Line filter on the word "stream": copy each matching line from the entries.

══════════════════════════════

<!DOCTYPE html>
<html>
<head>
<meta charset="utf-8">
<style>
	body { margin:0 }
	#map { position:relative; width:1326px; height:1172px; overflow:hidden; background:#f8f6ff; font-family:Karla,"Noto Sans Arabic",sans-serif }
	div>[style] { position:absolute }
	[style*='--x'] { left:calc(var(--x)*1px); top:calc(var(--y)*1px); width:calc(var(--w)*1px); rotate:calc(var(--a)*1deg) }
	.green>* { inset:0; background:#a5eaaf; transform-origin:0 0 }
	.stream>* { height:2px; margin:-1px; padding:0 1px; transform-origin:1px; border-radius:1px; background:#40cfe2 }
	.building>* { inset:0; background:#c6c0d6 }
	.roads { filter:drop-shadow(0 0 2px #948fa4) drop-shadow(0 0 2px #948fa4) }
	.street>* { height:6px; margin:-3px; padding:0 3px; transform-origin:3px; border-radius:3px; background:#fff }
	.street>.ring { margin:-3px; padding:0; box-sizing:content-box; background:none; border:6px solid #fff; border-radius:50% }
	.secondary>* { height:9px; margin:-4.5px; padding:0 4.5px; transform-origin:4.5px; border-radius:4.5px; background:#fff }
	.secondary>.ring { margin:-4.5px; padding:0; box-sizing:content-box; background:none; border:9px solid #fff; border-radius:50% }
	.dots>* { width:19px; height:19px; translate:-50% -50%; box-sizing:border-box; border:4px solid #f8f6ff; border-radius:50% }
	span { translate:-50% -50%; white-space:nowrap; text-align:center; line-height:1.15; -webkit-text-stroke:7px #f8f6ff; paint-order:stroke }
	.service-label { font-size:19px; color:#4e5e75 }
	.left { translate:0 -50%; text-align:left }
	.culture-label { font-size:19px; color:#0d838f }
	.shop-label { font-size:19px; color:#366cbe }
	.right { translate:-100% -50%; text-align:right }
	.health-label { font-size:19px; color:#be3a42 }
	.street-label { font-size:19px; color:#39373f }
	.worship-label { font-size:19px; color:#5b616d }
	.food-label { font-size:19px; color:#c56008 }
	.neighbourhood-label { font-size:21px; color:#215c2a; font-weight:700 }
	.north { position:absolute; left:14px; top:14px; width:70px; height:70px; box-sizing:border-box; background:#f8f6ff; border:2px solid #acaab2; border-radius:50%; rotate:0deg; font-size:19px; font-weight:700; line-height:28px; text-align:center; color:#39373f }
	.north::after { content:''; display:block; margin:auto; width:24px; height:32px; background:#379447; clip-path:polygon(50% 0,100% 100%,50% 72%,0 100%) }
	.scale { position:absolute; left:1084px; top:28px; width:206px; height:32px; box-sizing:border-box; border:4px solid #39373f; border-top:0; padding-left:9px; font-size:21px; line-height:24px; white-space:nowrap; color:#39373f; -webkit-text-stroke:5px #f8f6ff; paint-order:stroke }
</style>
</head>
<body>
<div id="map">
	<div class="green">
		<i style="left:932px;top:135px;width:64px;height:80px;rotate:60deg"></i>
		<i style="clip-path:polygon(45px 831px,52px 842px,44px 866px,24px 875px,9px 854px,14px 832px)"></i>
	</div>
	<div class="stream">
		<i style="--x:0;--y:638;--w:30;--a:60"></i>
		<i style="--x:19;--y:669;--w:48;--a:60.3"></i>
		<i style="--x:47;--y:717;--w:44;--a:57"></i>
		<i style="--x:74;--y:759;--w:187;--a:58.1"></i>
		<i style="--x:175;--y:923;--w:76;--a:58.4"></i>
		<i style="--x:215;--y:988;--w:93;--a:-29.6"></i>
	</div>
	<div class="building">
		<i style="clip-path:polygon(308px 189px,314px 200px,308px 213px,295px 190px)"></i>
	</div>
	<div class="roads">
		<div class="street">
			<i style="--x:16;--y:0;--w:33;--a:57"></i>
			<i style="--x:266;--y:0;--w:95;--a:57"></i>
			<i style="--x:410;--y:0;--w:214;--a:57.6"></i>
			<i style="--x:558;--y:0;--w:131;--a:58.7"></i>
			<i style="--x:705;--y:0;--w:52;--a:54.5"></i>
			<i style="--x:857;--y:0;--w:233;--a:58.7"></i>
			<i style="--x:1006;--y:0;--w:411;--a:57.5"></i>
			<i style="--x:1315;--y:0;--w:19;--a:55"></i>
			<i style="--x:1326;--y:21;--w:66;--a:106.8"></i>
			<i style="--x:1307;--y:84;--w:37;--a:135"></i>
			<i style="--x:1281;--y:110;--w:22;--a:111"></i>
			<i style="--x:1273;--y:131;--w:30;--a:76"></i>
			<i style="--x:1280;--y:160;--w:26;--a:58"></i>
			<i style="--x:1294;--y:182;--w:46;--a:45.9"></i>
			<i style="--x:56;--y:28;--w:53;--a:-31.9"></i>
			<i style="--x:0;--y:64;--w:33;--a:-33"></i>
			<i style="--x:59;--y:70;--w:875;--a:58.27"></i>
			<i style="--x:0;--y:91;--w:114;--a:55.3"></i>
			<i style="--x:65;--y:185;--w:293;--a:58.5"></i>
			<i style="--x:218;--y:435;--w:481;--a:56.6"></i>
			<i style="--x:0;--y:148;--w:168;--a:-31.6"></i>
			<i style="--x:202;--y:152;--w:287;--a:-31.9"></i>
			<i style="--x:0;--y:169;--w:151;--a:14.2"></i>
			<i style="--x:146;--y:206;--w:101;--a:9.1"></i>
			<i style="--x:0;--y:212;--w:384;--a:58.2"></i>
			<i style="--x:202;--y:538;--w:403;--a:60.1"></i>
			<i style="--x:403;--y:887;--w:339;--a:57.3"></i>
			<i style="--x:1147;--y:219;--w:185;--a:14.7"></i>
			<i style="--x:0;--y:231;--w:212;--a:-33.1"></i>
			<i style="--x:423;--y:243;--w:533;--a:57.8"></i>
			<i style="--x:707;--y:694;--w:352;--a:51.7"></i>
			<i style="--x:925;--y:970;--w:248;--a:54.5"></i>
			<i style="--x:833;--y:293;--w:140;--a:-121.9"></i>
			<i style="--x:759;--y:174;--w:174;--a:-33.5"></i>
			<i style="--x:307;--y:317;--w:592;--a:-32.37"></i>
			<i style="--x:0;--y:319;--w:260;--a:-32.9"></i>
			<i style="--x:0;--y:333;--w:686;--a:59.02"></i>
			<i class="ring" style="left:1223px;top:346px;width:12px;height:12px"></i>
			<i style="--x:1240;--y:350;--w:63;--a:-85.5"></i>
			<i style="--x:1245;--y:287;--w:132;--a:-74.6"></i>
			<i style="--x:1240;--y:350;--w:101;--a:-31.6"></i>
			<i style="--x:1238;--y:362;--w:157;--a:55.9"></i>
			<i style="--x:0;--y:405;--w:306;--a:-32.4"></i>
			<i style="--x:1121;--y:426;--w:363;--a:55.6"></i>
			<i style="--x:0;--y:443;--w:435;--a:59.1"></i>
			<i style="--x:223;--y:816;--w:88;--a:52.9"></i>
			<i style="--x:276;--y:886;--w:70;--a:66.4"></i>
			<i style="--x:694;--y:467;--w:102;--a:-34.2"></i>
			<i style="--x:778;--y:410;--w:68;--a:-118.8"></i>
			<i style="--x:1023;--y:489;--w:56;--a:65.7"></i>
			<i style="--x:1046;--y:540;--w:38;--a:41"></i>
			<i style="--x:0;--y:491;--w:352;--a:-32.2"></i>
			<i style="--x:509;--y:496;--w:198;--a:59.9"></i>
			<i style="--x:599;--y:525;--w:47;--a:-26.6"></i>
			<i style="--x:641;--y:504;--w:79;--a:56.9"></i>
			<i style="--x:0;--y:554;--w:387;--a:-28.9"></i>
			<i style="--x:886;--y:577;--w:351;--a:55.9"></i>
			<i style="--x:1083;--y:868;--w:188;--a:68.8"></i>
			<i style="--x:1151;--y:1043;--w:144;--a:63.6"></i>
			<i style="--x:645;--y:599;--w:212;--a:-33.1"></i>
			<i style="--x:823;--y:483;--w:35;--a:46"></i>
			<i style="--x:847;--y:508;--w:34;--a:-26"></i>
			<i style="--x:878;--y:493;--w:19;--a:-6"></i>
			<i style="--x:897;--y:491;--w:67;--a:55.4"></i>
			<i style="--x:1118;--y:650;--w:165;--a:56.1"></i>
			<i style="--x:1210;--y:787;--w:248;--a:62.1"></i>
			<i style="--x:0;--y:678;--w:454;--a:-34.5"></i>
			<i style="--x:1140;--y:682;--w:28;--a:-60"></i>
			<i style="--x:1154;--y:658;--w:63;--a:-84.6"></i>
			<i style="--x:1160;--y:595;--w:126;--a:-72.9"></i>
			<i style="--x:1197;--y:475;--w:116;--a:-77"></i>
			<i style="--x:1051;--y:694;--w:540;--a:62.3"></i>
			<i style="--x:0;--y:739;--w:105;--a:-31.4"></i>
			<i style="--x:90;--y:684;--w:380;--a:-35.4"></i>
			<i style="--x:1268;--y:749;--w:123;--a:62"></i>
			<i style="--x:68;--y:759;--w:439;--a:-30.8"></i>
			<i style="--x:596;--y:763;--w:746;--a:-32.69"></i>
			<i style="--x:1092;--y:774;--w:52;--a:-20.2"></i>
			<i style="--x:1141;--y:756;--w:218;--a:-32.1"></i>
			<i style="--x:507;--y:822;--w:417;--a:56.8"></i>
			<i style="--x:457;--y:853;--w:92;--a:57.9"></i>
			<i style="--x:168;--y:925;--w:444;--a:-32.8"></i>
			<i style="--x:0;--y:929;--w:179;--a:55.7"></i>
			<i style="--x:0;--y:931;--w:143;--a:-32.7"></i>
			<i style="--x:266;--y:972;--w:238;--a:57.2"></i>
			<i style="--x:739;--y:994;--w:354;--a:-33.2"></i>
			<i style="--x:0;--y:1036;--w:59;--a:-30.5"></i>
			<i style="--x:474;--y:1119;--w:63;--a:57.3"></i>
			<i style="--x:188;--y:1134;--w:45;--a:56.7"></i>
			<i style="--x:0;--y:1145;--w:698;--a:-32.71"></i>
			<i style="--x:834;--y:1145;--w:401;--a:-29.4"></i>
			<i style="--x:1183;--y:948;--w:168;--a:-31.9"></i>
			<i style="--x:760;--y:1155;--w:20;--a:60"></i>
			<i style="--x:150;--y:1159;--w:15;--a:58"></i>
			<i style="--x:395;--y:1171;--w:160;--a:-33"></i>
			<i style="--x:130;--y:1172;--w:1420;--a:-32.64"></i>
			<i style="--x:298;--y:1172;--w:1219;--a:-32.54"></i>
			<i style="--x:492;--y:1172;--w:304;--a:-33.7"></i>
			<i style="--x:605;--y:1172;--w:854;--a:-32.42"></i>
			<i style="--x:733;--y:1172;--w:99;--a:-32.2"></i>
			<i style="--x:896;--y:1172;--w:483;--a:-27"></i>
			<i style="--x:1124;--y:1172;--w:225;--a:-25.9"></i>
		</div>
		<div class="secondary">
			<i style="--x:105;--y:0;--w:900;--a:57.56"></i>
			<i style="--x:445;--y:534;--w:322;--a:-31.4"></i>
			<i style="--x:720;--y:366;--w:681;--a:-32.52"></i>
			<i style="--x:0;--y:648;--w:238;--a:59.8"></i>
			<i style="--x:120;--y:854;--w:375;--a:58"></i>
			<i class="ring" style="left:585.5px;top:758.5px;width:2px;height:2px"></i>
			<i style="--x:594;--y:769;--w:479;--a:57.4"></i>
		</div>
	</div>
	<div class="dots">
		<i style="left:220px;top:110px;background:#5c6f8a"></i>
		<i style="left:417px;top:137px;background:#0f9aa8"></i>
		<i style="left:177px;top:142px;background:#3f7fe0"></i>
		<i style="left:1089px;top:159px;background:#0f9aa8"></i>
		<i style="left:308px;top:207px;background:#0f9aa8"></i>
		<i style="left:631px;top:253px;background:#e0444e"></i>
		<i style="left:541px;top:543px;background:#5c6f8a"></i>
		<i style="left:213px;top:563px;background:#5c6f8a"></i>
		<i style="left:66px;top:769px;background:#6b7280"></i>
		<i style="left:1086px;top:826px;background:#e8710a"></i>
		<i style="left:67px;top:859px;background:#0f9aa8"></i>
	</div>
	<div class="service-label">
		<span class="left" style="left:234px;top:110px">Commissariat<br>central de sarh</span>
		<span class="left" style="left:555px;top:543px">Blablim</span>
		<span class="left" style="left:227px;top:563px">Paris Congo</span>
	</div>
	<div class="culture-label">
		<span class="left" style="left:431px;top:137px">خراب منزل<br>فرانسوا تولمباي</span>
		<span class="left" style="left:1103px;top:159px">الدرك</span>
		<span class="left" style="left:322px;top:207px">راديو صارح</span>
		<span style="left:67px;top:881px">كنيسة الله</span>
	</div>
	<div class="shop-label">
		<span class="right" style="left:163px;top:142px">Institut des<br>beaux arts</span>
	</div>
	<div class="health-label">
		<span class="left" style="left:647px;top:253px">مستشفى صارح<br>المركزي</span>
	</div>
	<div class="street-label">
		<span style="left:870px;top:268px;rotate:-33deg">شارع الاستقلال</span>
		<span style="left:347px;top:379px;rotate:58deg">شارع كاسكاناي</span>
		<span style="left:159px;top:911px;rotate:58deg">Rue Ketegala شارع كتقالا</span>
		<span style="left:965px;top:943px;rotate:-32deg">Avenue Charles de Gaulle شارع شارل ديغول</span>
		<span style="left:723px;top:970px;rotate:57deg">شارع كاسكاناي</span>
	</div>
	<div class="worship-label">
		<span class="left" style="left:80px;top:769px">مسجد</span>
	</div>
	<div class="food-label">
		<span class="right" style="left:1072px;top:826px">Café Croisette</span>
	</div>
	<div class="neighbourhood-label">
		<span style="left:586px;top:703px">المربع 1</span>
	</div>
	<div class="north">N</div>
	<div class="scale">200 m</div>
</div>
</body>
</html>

══════════════════════════════

→ Answer for the task
	.stream>* { height:2px; margin:-1px; padding:0 1px; transform-origin:1px; border-radius:1px; background:#40cfe2 }
	<div class="stream">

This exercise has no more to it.